En el mapa de los países con pauta completa figuran Malta, Islandia y Emiratos Árabes Unidos. China, cuna del desmadre, volvió a los confinamientos. En Australia, el ejército controla su cumplimiento en las calles de sus principales ciudades. La sensatez dicta que cuanto mayor sea la cantidad de personas vacunadas, menor será la propagación y la posibilidad de una mutación aún más severa del coronavirus. Los vacunados y los que pretenden estarlo cuanto antes no ven una reivindicación de la libertad en los que se resisten a vacunarse, sino un signo de egoísmo por el cual pagan todos.

¿De qué vale que la mayoría de los habitantes de un país haya recibido las dos dosis  o inclusive la tercera como refuerzo si, en un mundo globalizado, interactúan con compatriotas o extranjeros reacios a vacunarse o, peor aún, dejados a su merced por sus gobiernos? Al comienzo de la pesadilla, Estados Unidos, el Reino Unido, China y Rusia pisaron a fondo el acelerador para dar con las vacunas adecuadas y acopiar la mayor cantidad posible para sus ciudadanos. Lo mismo ocurrió en 2009, cuando apareció la gripe aviar o H1N1.

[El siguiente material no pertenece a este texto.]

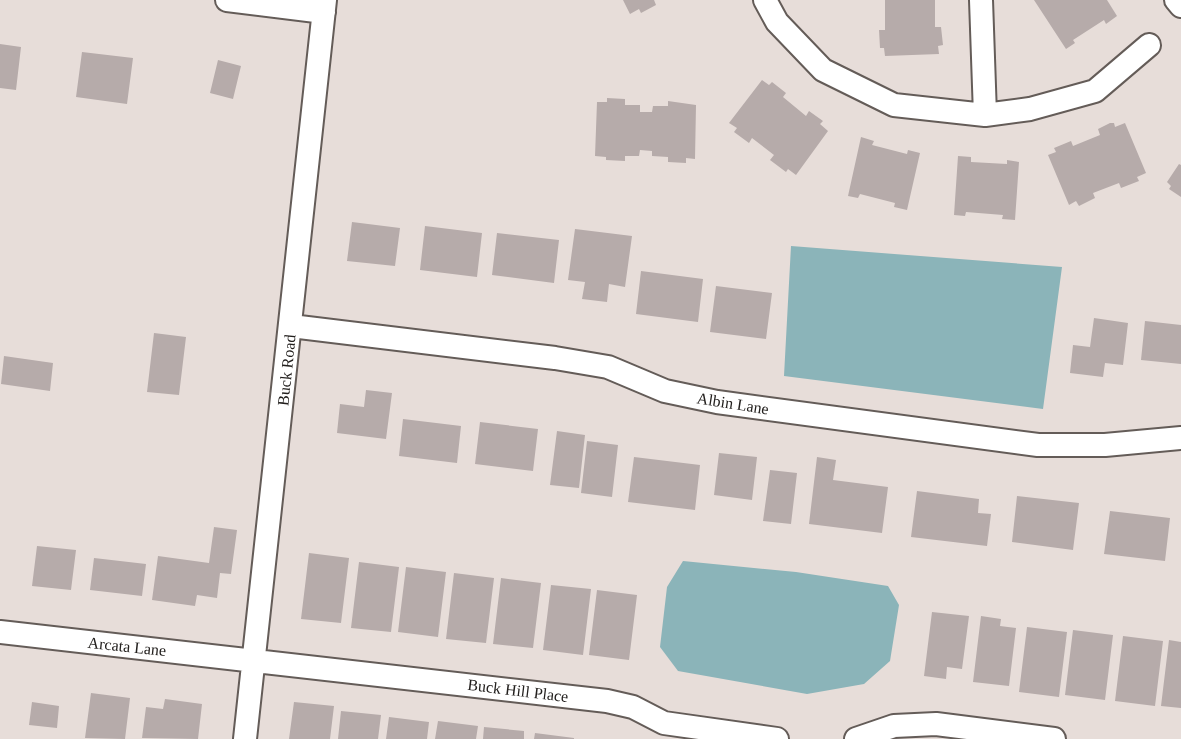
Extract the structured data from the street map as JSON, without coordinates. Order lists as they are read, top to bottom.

La geopolítica jugó otro partido con la preferencia de los gobiernos de medios y bajos recursos por unas u otras a raíz de intereses creados. En el ínterin cayeron ministros de Salud, como los de Argentina, Perú y Ecuador, por haber favorecido a los suyos en las campañas de inoculación. Vergonzoso en países con más de 106.000, 196.000 y 31.000 muertos. Otro granito de arena para el descrédito de la clase política. En Venezuela, donde Nicolás Maduro se jactaba de haber descubierto la fórmula contra el coronavirus con unas “goticas milagrosas”, los 277 diputados de la Asamblea Nacional, de mayoría chavista, incluidos la esposa y el hijo de Maduro, recibieron antes que nadie sus dosis de la vacuna rusa Sputnik.

La sensatez dicta que los primeros debieron ser los últimos. Que los que se vanaglorian de la eficacia del Estado acudan a hospitales públicos en lugar de sanatorios privados, como ocurre en Argentina. Que prediquen con el ejemplo cuando la vacuna tal o cual, con un mundo que lamenta más de 4,2 millones de muertes, resulta ser la aparente tabla de salvación en un mar revuelto por la falta de certezas de unos, el individualismo de otros y la ideología como vara entre la libertad individual y el compromiso colectivo. ¿Debería ser obligatoria? Tanto como el sentido común, aunque sea absurdo imponerlo.